*WHAT NEEDS TO BE DONE*
Some lines in the entries contain the word "white". Copy all of them.

┏━━

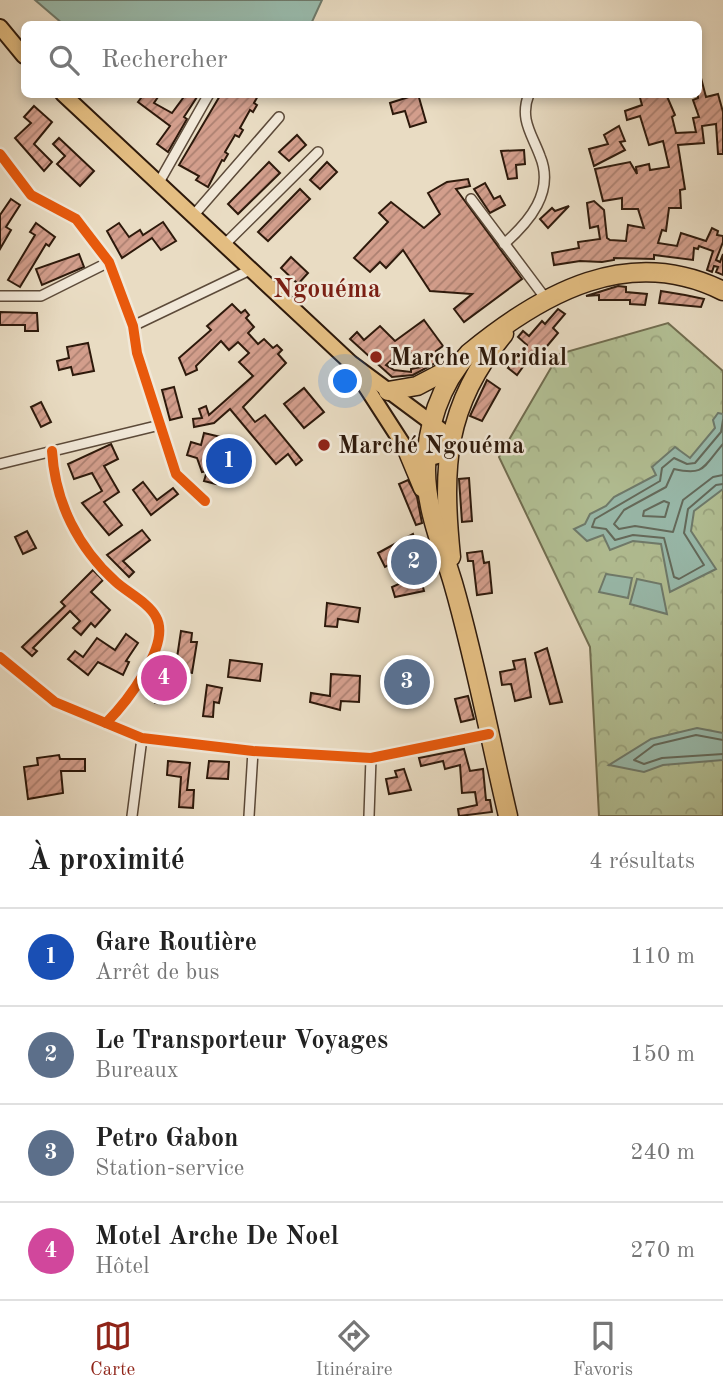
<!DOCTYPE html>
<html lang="fr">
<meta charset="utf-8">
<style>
:root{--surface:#fff;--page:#f2f2f2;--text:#222;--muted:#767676;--line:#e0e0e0;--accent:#8f2418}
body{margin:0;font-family:"Old Standard TT",serif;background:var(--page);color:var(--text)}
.you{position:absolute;left:346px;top:382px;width:24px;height:24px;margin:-18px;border:5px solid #fff;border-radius:50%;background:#1a73e8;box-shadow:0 0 0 10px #1a73e833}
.badge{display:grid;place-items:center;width:46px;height:46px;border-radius:50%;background:var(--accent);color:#fff;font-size:23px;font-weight:700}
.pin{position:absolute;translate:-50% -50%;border:4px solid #fff;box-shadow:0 2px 7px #0006}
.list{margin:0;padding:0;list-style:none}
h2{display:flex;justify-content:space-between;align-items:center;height:91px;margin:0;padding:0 28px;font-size:30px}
h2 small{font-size:23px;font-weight:400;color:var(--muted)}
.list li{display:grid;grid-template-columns:46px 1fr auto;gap:21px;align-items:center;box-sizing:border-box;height:98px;padding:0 28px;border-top:2px solid var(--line)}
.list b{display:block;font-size:26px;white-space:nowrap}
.list p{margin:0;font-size:23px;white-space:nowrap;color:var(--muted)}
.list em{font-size:23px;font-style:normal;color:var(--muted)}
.icon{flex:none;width:38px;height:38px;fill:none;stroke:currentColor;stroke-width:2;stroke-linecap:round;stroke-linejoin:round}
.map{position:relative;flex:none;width:723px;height:816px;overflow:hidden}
.search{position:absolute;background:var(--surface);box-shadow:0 4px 10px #0003;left:21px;right:21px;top:21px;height:77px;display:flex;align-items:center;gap:18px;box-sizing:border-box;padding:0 24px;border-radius:10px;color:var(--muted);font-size:26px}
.sheet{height:483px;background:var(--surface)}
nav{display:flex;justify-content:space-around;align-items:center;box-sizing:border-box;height:98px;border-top:2px solid var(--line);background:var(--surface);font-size:19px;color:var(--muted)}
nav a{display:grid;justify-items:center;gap:4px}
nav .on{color:var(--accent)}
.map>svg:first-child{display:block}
</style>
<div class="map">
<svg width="723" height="816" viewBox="0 0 723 816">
<defs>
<pattern id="forest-crowns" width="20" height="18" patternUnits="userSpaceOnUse" patternTransform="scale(1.75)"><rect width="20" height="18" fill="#b3c196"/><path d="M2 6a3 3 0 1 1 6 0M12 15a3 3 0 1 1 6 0" fill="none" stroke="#9aa580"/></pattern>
<pattern id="building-hatch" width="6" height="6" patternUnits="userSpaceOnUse" patternTransform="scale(1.75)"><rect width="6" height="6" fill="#d39e8c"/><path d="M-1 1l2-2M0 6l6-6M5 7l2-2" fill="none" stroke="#ac8071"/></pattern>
</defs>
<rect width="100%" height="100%" fill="#e9dcc3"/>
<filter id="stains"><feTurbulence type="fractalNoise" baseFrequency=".00286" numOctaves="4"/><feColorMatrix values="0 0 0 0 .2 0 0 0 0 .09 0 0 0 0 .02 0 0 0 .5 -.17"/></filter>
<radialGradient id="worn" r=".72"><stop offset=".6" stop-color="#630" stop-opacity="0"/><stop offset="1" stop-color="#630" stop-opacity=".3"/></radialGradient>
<polygon fill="url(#forest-crowns)" stroke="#706d50" stroke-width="2" points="668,323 723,371 723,816 599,816 590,647 499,457 559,354"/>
<g fill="#99bcae" stroke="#6e7b6d" stroke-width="2">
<polygon points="35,0 322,0 311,24 63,24"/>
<polygon points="718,413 723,414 723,489 694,511 691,531 716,569 670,592 661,544 633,541 610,550 603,535 587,541 574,529 585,524 590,514 606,506 614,497 656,475 652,467 675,447 690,458 715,428 713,420"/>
<polygon points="606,574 632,578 628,598 599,592"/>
<polygon points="637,579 661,584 667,614 630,604"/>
<polygon points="697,728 723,733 723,760 663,765 644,772 609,765 651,739"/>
</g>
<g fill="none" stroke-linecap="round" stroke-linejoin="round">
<g stroke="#636a5c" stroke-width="2">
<polyline points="723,420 721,432 695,463 687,464 674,458 662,468 660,481 595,519 592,527 606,529 615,540 633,535 664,538 674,577 679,579 704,565 684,533 688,509 716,485 723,484"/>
<path d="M723,444c-20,23 -18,32 -49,25l-8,18 -42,23 -10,14 5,5 16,-3 38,6 10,-32 30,-23 10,-2"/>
<polygon points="664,501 669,503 665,517 643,516 644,511"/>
<polyline points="723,740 696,735 654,745 634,760 644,764 662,758 723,754"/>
</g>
</g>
<g fill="url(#building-hatch)" stroke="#2d190b" stroke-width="2" fill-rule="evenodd">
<polygon points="698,78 701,78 706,97 718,94 723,112 723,154 718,154 716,124 702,126 704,143 678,145 685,189 680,190 681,208 669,208 666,231 662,230 658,243 677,246 681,233 706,241 712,228 718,231 717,235 723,236 723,242 716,260 720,262 723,254 723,275 716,272 718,267 714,266 712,272 707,270 713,251 699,246 698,249 694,248 693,260 654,255 654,259 614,258 614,260 602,262 580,261 554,265 552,253 579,248 578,242 600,239 598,226 590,228 587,203 594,201 604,210 607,238 610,240 626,241 628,225 644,228 638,209 622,209 622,198 603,201 595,169 630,162 637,174 636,167 649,164 650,170 669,167 663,141 649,145 640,116 627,120 625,111 642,105 639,94 666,94 675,115 672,117 676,133 696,132 693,118 699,117 693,100 698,98"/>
<polygon points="144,94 160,94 154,103 172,113 186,94 199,94 184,117 187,119 168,152 157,144 170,126 138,102"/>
<polygon points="221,94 259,94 254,103 257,105 253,112 250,110 240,128 243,130 239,137 235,135 225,152 228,154 224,161 222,160 208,187 196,180 199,176 179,165"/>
<polygon points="418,94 426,122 410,127 405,111 393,114 390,103"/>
<polygon points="34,106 52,122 34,144 52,162 44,171 15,138 31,123 24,117"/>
<polygon points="619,126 625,141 620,142 625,150 594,166 589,149 608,144 604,135"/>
<polygon points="297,135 306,145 289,161 279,152"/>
<polygon points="59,138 94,171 80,186 57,164 65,156 53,144"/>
<polygon points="524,150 525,164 516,165 517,178 508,179 501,151"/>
<polygon points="269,162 280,173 238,214 228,204"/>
<polygon points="327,162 337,172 320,189 310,180"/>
<polygon points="468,179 470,186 456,189 522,279 464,322 454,309 472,294 430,291 403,250 386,268 380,262 370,272 354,258 388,222 379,213 391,202 424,228 440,214 428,193 447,182"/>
<polygon points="485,183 494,199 500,196 505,205 490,213 474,189"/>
<polygon points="300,189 310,199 268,241 258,232"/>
<polygon points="11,199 20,205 6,227 11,230 0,249 0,215"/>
<polygon points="569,206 548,228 540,219 552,208 555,211"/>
<polygon points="163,222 176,241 161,250 152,238 122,258 107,231 119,223 129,237 140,230 143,235"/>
<polygon points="36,223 55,237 49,246 46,244 20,287 8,280 35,235 30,232"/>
<polygon points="79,254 84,267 42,285 36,269"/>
<polygon points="291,257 308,273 298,284 281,268"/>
<polygon points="618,286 626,287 626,292 647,294 645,305 630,304 630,300 599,300 599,295 586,296"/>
<polygon points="661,291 685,295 704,299 701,307 659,303"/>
<polygon points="232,304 241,313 245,310 249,315 246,318 254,327 248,333 258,344 264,339 273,348 277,345 282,350 278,354 286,363 243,407 255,422 265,415 302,460 296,465 288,454 276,464 230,409 214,423 194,427 193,419 202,418 199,409 206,406 209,415 253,376 239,362 249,353 238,342 229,350 221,341 196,366 197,370 186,375 179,358 211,330 207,326"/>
<polygon points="558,309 565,314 553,328 558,333 543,351 538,346 517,375 508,368 527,345 518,337 523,331 529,336 542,321 545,324"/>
<polygon points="0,312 37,313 38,331 25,331 25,325 0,325"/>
<path d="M424,320l19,26 -7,5 5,9 -28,15 -21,2 -42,-38 7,-7 7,8 16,-14 15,15zM406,347l15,20 -10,2v3l-17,-2 -8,-5z"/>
<polygon points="88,343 94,371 73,375 71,367 59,370 57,361 69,358 67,347"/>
<polygon points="487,380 500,389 482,421 470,416"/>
<polygon points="174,387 182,417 170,420 162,390"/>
<polygon points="304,388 324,412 304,428 284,404"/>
<polygon points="41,402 51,422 41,427 31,407"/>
<polygon points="204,433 225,438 222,450 224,455 235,457 230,478 219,475 216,484 204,481 207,471 202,472 197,458 187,455 191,442 201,445"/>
<polygon points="111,444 118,459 104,466 119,492 104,502 122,525 109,535 82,503 102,491 92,473 74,479 68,464"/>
<polygon points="469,478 472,521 462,522 459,479"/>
<polygon points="408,480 417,497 422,523 416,525 399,484"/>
<polygon points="143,482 157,500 173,488 178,494 151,515 133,490"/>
<polygon points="142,530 150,540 123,561 134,572 129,577 107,555"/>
<polygon points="27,531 36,548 23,554 15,537"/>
<polygon points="413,534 426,571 419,572 424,591 395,597 392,587 410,579 403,558 385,567 378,553"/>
<polygon points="482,551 484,563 489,562 492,593 477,595 473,561 468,561 467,553"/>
<polygon points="93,570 103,580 91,592 110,610 95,627 91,623 81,635 73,628 80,621 70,611 33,648 37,651 32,656 22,647 65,606 61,602"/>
<polygon points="327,603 360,608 358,622 338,619 337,627 325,626"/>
<polygon points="181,631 192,633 191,642 197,642 192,673 175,671"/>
<polygon points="126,634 138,643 126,661 129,662 123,675 98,662 88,675 68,659 75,651 83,657 97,638 115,650"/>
<polygon points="547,648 562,702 550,704 535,653"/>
<polygon points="525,659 531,697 515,701 511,684 502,685 500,672 515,669 513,661"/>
<polygon points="230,660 262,664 260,681 228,677"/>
<polygon points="158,674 173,676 170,695 164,694 163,704 155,703"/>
<polygon points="331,674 360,676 359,702 341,701 340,710 310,702 311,693 330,696"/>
<polygon points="207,685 222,688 219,703 214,702 213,717 203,716"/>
<polygon points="468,696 474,719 461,722 455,699"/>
<polygon points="464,749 470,771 483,769 486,800 490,800 492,812 459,816 458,809 477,805 475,792 462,793 460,765 445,769 443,761 421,766 419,758"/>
<polygon points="59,755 60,759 85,759 85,771 61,771 63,793 28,799 24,767 38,765 37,758"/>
<polygon points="168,761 190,763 187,790 194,790 193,808 179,807 181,777 167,775"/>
<polygon points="209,761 229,762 228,779 207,778"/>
<polygon points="404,769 411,790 389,794 386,779 397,777 395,771"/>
</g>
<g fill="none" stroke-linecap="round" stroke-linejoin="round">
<defs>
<g id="street">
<polyline points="0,154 31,195 76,219 109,262 133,326 137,353 176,474 205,501"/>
<polyline points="158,184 209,94"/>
<polyline points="471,199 546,299"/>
<polyline points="192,217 279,117"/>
<path d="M504,244c25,-22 51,-52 36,-88 -8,-22 -21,-37 -11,-62"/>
<polyline points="223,246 318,152"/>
<polyline points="0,296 41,296 109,262"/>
<polyline points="133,326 250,270"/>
<path d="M52,451c3,51 26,97 64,131 11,10 33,21 40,35 16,28 -31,87 -50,106"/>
<polyline points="0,464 160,425"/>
<polyline points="0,657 55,702 142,738 253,751 371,758 489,734"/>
<polyline points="132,816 142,738"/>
<polyline points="249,816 253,751"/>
<polyline points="369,816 371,758"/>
</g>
<g id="primary">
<polyline points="0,27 24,56"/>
<polyline points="63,94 351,363 452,438"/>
<polyline points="357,373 408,452 426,459 449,453"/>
</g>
<g id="highway">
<polyline points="388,391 417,386 459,364"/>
<polyline points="408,452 423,488"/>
<path d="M451,557c-9,-89 -7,-151 53,-223"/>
<path d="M508,816c-18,-77 -33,-157 -55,-233 -11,-37 -27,-73 -27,-113 0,-42 14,-86 43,-117 73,-60 160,-109 254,-62"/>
</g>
</defs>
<use href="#street" stroke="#5c4a39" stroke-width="12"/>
<use href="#primary" stroke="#2d190b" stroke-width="18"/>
<use href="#highway" stroke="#2d190b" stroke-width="21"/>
<use href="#street" stroke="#f1e8d8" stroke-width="9"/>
<use href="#primary" stroke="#e4be82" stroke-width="14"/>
<use href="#highway" stroke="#e4be82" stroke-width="18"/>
<defs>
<g id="cycleway">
<polyline points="0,154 31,195 76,219 109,262 133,326 137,353 176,474 205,501"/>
<path d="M52,451c3,51 26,97 64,131 11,10 33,21 40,35 16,28 -31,87 -50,106"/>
<polyline points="0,657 55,702 142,738 253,751 371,758 489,734"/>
</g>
</defs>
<use href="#cycleway" stroke="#f1e8d8" stroke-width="15"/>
<use href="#cycleway" stroke="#e8590c" stroke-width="10"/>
</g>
<g fill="#8f2418" stroke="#f1e8d8" stroke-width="2.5">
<circle cx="376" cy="357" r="7"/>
<circle cx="324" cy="445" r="7"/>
</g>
<g text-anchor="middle" stroke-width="5" stroke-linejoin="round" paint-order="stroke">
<g font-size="24" font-weight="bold" fill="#2d190b" stroke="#f1e8d8" text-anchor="start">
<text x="390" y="365">Marche Moridial</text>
<text x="338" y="453">Marché Ngouéma</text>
</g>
<g font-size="26" font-weight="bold" fill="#7a1f14" stroke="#f1e8d8">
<text x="327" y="297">Ngouéma</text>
</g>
</g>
<rect width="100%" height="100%" filter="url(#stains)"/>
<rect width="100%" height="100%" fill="url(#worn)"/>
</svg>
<div class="you"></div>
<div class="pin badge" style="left:229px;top:461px;background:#1a4fb4">1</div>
<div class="pin badge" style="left:414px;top:562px;background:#5c6f8a">2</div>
<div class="pin badge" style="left:407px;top:682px;background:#5c6f8a">3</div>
<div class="pin badge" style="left:164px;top:678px;background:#d1479c">4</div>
<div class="search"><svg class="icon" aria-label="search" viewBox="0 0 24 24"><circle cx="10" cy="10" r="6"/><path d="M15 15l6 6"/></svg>Rechercher</div>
</div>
<section class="sheet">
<h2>À proximité<small>4 résultats</small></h2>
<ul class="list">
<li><span class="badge" style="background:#1a4fb4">1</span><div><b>Gare Routière</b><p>Arrêt de bus</p></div><em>110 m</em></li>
<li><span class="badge" style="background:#5c6f8a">2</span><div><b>Le Transporteur Voyages</b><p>Bureaux</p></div><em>150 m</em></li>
<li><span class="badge" style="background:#5c6f8a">3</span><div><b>Petro Gabon</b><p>Station-service</p></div><em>240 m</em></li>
<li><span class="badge" style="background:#d1479c">4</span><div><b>Motel Arche De Noel</b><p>Hôtel</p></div><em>270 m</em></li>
</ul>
</section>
<nav>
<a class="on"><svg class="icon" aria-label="map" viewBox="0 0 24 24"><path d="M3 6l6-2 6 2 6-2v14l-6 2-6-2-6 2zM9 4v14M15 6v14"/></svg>Carte</a>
<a><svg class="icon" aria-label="directions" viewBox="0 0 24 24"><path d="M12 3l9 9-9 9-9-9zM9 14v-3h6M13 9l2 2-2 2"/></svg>Itinéraire</a>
<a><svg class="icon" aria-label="saved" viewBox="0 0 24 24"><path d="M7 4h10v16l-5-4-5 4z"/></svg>Favoris</a>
</nav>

┗━━

*EXERCISE RESULT*
.list b{display:block;font-size:26px;white-space:nowrap}
.list p{margin:0;font-size:23px;white-space:nowrap;color:var(--muted)}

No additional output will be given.